- _Work required_
Every line of the records that holds the word "canvas" should be copied out.

- _Source information_

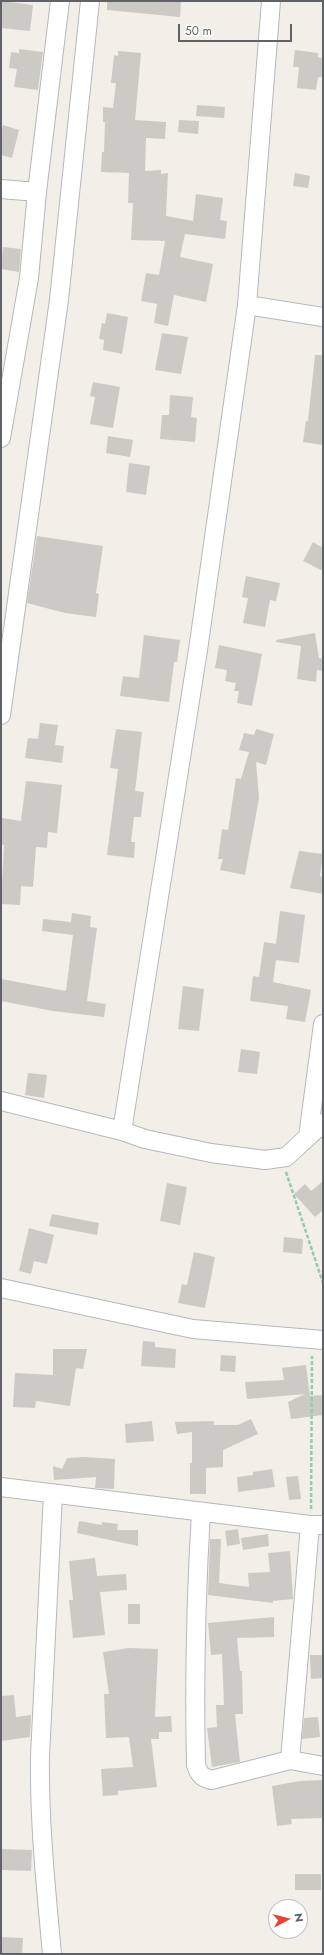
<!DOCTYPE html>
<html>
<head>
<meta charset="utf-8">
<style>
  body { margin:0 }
  #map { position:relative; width:324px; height:1955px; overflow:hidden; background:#f1efe8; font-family:Jost,sans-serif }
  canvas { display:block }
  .frame { position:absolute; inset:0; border:2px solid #5f6368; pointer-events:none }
  .north { position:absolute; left:268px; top:1899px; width:40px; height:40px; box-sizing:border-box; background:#fff; border:1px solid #bfc1c3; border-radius:50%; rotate:83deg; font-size:11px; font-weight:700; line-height:16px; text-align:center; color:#5f6368 }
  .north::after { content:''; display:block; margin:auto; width:14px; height:18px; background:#ea4335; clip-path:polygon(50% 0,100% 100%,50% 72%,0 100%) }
  .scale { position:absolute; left:178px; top:24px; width:114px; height:18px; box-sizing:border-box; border:2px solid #5f6368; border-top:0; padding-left:5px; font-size:12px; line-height:14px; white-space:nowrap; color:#5f6368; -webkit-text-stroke:3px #fff; paint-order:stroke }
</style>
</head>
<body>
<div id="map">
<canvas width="324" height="1955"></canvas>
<div class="frame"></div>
<div class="north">N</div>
<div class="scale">50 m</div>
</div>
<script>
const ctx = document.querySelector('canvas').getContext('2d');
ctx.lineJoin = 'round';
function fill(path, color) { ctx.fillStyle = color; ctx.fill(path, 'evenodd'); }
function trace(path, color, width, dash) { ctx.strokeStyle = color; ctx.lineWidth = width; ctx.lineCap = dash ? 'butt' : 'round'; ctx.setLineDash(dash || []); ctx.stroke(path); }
fill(new Path2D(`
  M1,1L33,5L30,31L1,28Z
  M107,1H181L180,17L107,10Z
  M19,49L43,52L38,90L14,87L17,69L9,68L11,52L19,53Z
  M295,50L318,53V57L323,58V77H318L316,90L297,88L299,67H293Z
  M118,51L141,53L135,120L166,122L165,139L146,138L145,171L161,170V174L168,173L166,216L193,221L196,194L223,198L220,220L227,221L225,239L185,234L180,257L213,264L206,302L174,295L168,326L154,323L157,304L141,301L146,273L159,275L165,241L131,240L133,203H128L129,173L101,172L102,152H104L105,122H103V107L113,108L116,83H111L114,55L118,56Z
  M197,105L225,107L224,118L196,116Z
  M179,120L199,121L198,134L178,132Z
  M3,125L19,130L12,158L1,155V135Z
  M295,173L310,176L308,188L293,186Z
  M3,247L21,249L19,272L1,269Z
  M107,313L128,317L122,354L103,350L104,340L99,339L102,323L105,324Z
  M162,333L188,337L181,374L155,370Z
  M315,355H323V445L303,442L306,421H308Z
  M93,382L120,387L113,428L90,424L95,397L90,396Z
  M170,395L193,397L191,417L197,418L195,442L160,439L162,415H169Z
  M108,436L133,440L130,457L106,453Z
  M129,463L150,466L146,495L126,492Z
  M37,536L103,546L96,593L99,594L96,617L65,613L27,603Z
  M313,542L323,548V571L303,561Z
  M246,576L280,583L276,601L270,600L265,627L243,623L248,598L242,597Z
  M315,633L319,658L323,659V671L317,670L316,682L297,679L301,646L276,642V640Z
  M144,635L180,640L177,662H174L169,702L120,696L123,676L139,678Z
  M219,645L262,654L252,706L237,703L239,691H234L236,683L225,681L227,670L215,668Z
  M40,723L58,725L55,745L64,746L62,763L25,758L28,738L38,739Z
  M116,729L142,732L135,791L144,792L141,817H134L131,842H135L134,858L107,855L118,769L110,768Z
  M256,729L274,734L266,765L256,762L259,798L245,875L220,870L223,859H218L222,829L228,830L236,778L241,779L249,752L239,750L244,733L254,735Z
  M26,781L62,785L57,833L48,832L47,848L36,847L33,887L21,886L20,905L1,904L4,845L1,844L2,818L21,821Z
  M299,851L323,854L320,876L323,877V894L290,888Z
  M280,911L305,915L299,963L276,960L273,982L311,990L305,1022L286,1019L288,1006L250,1001L253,976L259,977L264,942L276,944Z
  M72,913L91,916L90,927L97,928L87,1001L106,1004L104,1017L53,1011L1,1001V979L66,991L73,935L42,931L43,919L71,922Z
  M183,986L204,989L199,1031L178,1029Z
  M241,1049L260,1052L257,1074L238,1072Z
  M28,1073L47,1075L44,1098L25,1095Z
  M323,1181V1210L315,1217L294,1194L305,1184L311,1191Z
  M167,1183L187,1187L180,1225L160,1221Z
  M52,1214L99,1223L97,1235L49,1226Z
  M29,1228L54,1235L47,1264L34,1261L31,1274L19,1271Z
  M284,1237L303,1239L302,1254L283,1252Z
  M194,1252L215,1257L205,1308L178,1303L182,1284L187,1285Z
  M143,1341L155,1342V1347L176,1349L175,1368L141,1366Z
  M53,1349H87L83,1369L76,1368L70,1406L36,1401L35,1408L13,1407L15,1373L53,1375Z
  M221,1355L236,1356L235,1372L220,1371Z
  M306,1365L310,1396L323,1395V1415L291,1419L288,1402L305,1394L247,1399L245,1382L284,1380L282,1368Z
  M251,1419L258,1434L223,1450V1467L206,1468V1494H190V1463H192V1432L177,1434L175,1422L214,1421V1425H238Z
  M152,1421L154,1441L126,1443L125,1424Z
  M84,1457L115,1459L114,1489L95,1488L96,1477L54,1480L53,1466L62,1469L67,1458Z
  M272,1469L275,1487L238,1492L237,1477L253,1475V1472Z
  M298,1476L301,1499L289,1500L286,1477Z
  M79,1521L102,1525V1522L118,1524L117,1530H138V1546L77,1533Z
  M238,1529L240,1544L227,1546L225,1531Z
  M268,1534L269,1546L243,1550L241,1538Z
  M210,1539H221L219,1583L249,1587L248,1573L270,1572L268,1553L290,1551L293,1599L273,1601V1603L208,1595Z
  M95,1558L97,1576L126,1574L127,1590L100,1592L105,1635L73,1638L69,1600H73L69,1561Z
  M128,1604H140V1624H128Z
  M274,1617V1637L237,1638L240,1671H242L243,1714H235L240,1762L212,1767L207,1728L217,1727L216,1705H224L222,1654L211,1655L208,1623Z
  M129,1648L158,1649L155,1717L171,1716L172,1732H159V1739H151L157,1787L118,1791V1795L103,1796L101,1769L133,1767L129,1737L106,1738L104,1694H109L103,1652Z
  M310,1655H323V1678L311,1679Z
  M14,1695L16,1717L31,1715L30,1737L1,1741V1696Z
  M318,1717L320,1737L302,1739L304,1718Z
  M323,1780V1818L291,1819L292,1824L277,1826L272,1786L300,1781Z
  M1,1849L32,1850L31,1871L1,1870Z
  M295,1874H321V1890H295Z
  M1,1937L23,1938L22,1954H1Z`), '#cccac5');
const street = new Path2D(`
  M1,189L37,192
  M247,305L323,317
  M1,438L29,278L37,192L60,1
  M1,715L59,300L90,1
  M1,1101L122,1131L145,1139L211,1153L265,1160L286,1157L323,1123
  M122,1131L198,650L247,305L271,1
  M308,1137L323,1024
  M1,1288L193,1329L323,1340
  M1,1487L310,1525H323
  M201,1512C196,1596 194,1680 196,1765C199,1775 202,1777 211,1780L290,1760L323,1766
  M290,1760L310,1525
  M52,1954C46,1888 39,1823 40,1756L53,1494`);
trace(street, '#b5b8bc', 20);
trace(new Path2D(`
  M286,1172L323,1283
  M311,1509L312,1356`), '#9cc7a9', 2.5, [4, 2]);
trace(street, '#fff', 18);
</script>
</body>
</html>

- _Response to the task_
  canvas { display:block }
<canvas width="324" height="1955"></canvas>
const ctx = document.querySelector('canvas').getContext('2d');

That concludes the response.